# [Records excerpted from a collection]
━━━━━━━━

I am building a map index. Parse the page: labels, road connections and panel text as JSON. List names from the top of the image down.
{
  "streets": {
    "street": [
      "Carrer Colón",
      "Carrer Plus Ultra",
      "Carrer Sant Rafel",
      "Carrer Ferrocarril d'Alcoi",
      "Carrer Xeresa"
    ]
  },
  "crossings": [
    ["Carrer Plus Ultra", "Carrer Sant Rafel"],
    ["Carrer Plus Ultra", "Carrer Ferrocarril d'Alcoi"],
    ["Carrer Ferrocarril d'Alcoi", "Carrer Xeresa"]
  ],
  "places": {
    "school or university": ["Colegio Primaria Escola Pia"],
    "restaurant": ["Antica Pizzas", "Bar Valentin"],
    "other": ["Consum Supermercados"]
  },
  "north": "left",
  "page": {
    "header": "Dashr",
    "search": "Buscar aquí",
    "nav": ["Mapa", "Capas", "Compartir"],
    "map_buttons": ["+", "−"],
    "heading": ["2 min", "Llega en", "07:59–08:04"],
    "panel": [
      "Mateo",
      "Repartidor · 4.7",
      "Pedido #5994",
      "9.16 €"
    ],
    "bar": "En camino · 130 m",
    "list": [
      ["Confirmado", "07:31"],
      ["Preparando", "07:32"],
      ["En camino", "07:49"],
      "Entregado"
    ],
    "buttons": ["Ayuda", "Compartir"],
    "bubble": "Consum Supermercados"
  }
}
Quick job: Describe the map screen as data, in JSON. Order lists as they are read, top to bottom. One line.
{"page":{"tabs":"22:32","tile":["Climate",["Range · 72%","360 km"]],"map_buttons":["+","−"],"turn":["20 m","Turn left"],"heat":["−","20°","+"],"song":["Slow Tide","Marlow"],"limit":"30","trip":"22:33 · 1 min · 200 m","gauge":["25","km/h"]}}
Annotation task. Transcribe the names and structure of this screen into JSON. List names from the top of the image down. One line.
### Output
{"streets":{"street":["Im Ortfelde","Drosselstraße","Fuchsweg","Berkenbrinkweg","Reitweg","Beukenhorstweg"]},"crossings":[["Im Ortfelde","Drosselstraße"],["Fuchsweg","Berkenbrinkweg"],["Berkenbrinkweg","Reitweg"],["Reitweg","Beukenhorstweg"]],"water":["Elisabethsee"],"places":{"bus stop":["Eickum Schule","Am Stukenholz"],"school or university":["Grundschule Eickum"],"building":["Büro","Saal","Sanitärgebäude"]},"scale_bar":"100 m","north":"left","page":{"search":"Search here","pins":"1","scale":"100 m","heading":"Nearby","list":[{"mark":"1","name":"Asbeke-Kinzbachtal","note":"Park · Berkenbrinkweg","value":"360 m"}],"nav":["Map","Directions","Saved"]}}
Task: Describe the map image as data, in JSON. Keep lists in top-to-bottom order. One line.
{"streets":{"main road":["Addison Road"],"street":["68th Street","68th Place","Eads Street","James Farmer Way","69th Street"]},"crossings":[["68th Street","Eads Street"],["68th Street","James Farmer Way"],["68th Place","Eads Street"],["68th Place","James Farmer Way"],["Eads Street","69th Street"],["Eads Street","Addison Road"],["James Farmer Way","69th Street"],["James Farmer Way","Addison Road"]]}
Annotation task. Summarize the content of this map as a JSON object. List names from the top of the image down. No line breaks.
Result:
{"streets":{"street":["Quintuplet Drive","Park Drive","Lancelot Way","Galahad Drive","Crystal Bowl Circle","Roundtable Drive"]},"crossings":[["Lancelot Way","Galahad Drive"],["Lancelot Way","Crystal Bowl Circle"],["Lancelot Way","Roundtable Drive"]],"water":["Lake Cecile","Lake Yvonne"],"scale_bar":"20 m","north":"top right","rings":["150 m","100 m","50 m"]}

━━━━━━━━

List all lines above in which the string "Annotation" appears.

Annotation task. Transcribe the names and structure of this screen into JSON. List names from the top of the image down. One line.
Annotation task. Summarize the content of this map as a JSON object. List names from the top of the image down. No line breaks.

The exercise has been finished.